What books are we reading at Polari HQ this week?
I’ve known the writer and poet Jenni Fagan for a few years and she’s supremely gifted. When her first novel, The Panopticon, came out earlier this year, The Scotsman called it ‘the most assured Scottish debut for a decade.’ At the book’s heart is 15-year-old Anais Hendricks who has spent most of her life in what’s laughingly called ‘care.’ When we meet her she’s in the back of a police car, accused of seriously assaulting a policewoman and on her way to the young offender’s facility that gives the novel its title – a panopticon is a circular prison in which all inmates can be seen at all times. Anais is sometimes a bit too knowing and her world-view is never challenged in any substantive way, but she’s brilliant company and you find yourself really rooting for her. Above all, the writing is superb – Fagan’s prose glitters like wet granite and hers is a major new voice in British fiction.
Christopher Bryant – The Last Empire, Essays 1992-2000 by Gore Vidal
Ever since his death on July 31, Gore Vidal has been on my mind. I have been dipping into the essays, in particular the US edition The Last Empire. The clarity of Vidal’s writing, and the fierceness of his intelligence, makes for unparalleled reading. He is funny, angry, informed, and illuminating. The essay ‘The Last Empire’, which I saw him read – or perform, rather – at the Royal Festival Hall in 2007, lays out how the US forged an empire out of the ruins of Europe in the aftermath of World War II. “The nature of this militarized state was, from the beginning, beyond rational debate,” he notes. Precisely. ‘Mickey Mouse, Historian’, is an excellent first-hand report of how the Disney corporation tried to scupper his Channel 4 series, The American Presidency, in which he said of Thomas Jefferson that he was not the founder of the American political system, then added in an aside: “no one would be so cruel as to ascribe that to him”. Marvellous. The word genius is too often used imprecisely. With Vidal, it is altogether fitting and proper.
Andrew Darley - The Road by Cormac McCarthy
The Road is a post-apocalyptic tale in which civilization has been eliminated and the landscape is turned to endless grey ash and dust. The book centres on the relationship between a father and son and their struggle to survive this unpromising circumstance. McCarthy’s poetic and sparse narrative strikes the balance between the character’s internal struggle and the hope and perseverance they hold as they journey across the austere and dismal environment. 40 pages in and what I’m particularly enjoying is the intimate depiction of the relationship between the father and his son. The metered prose lets the reader into the care and understanding between them and their selfless desire to protect one another.

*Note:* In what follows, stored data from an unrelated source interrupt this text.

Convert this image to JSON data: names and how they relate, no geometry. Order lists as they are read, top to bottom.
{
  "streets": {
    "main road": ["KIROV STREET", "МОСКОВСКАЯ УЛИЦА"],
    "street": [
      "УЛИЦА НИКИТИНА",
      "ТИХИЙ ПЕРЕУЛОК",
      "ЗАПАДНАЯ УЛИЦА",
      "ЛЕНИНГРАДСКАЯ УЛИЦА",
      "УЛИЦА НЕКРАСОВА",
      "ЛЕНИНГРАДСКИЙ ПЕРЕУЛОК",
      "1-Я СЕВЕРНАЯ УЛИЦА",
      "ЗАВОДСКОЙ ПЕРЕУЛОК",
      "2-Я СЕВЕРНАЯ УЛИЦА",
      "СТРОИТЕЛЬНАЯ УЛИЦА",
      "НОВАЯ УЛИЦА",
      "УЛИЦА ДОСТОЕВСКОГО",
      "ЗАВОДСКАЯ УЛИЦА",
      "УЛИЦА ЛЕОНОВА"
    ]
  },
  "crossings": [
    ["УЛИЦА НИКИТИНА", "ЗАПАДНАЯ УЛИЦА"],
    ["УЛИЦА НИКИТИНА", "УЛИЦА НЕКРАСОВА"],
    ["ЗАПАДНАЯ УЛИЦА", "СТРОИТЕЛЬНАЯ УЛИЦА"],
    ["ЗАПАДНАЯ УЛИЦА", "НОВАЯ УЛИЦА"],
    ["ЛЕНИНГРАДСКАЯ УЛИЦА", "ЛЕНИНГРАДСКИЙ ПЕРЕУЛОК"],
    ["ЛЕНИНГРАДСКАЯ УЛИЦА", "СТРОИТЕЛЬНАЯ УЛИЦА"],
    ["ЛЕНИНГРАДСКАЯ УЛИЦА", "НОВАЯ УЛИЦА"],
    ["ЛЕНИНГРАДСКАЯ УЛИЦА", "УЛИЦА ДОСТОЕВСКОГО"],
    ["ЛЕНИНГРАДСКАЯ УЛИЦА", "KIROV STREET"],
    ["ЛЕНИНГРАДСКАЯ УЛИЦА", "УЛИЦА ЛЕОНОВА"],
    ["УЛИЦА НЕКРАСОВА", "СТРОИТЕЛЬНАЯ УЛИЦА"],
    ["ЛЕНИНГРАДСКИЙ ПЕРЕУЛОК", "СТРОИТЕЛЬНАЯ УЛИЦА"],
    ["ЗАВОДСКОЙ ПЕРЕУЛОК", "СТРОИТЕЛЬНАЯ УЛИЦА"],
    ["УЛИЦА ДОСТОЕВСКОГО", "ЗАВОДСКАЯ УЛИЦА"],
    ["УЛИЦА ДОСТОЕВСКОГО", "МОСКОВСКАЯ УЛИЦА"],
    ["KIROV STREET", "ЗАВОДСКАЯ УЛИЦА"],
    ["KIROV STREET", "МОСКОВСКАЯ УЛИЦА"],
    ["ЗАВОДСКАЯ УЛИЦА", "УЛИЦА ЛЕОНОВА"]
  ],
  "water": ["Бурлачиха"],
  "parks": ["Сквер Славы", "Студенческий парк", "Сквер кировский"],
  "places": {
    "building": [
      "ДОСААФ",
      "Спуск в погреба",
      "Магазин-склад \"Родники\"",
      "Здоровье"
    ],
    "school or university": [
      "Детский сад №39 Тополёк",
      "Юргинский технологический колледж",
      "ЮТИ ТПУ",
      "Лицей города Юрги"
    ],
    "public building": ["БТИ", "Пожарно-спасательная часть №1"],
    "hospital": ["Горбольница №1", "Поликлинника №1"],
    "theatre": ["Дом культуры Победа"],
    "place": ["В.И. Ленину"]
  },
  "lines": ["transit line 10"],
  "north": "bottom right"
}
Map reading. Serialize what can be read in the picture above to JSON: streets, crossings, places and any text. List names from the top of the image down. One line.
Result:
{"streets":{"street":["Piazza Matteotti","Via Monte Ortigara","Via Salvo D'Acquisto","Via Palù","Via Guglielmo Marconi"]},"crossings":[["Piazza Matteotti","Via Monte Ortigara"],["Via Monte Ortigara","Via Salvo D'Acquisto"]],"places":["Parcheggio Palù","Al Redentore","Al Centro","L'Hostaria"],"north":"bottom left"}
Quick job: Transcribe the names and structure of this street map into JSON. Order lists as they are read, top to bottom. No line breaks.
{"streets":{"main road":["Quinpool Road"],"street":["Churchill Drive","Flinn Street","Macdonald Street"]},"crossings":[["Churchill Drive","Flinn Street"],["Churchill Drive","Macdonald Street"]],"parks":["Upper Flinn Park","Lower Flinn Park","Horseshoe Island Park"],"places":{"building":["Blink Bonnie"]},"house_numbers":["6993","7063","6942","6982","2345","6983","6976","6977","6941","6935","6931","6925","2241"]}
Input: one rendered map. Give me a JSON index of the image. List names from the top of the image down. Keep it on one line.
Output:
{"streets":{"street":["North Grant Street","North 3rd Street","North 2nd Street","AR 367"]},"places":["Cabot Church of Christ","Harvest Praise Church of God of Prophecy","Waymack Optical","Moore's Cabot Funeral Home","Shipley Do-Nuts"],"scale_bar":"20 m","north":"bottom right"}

Nadine Chryst – Bryant & May and the Invisible Code by Christopher Fowler
I love Bryant and May … not the matches (although they are also indeed very useful) no, the ancient detective duo created by the fabulous Christopher Fowler. Arthur Bryant and John May, the octogenarian pair who head the Peculiar Crimes Unit aided by their faithful and trusted band of Officers, Psychics, Witches (yes Witches) and generally crazy mix of off the radar reprobates. I am always first in the queue when I know another installment is due for release. I can’t get enough of them. Don’t expect traditional detection or mainstream ‘whodunnits’, these stories are full of humour and packed with truly fascinating facts about London both past and present. To be honest…there are also moments of genuine terror that make my heart beat just a little bit too fast and have me reaching for the big light and a fag … and relax, it’s just a story, surely the Leicester Square Vampire can’t really exist…???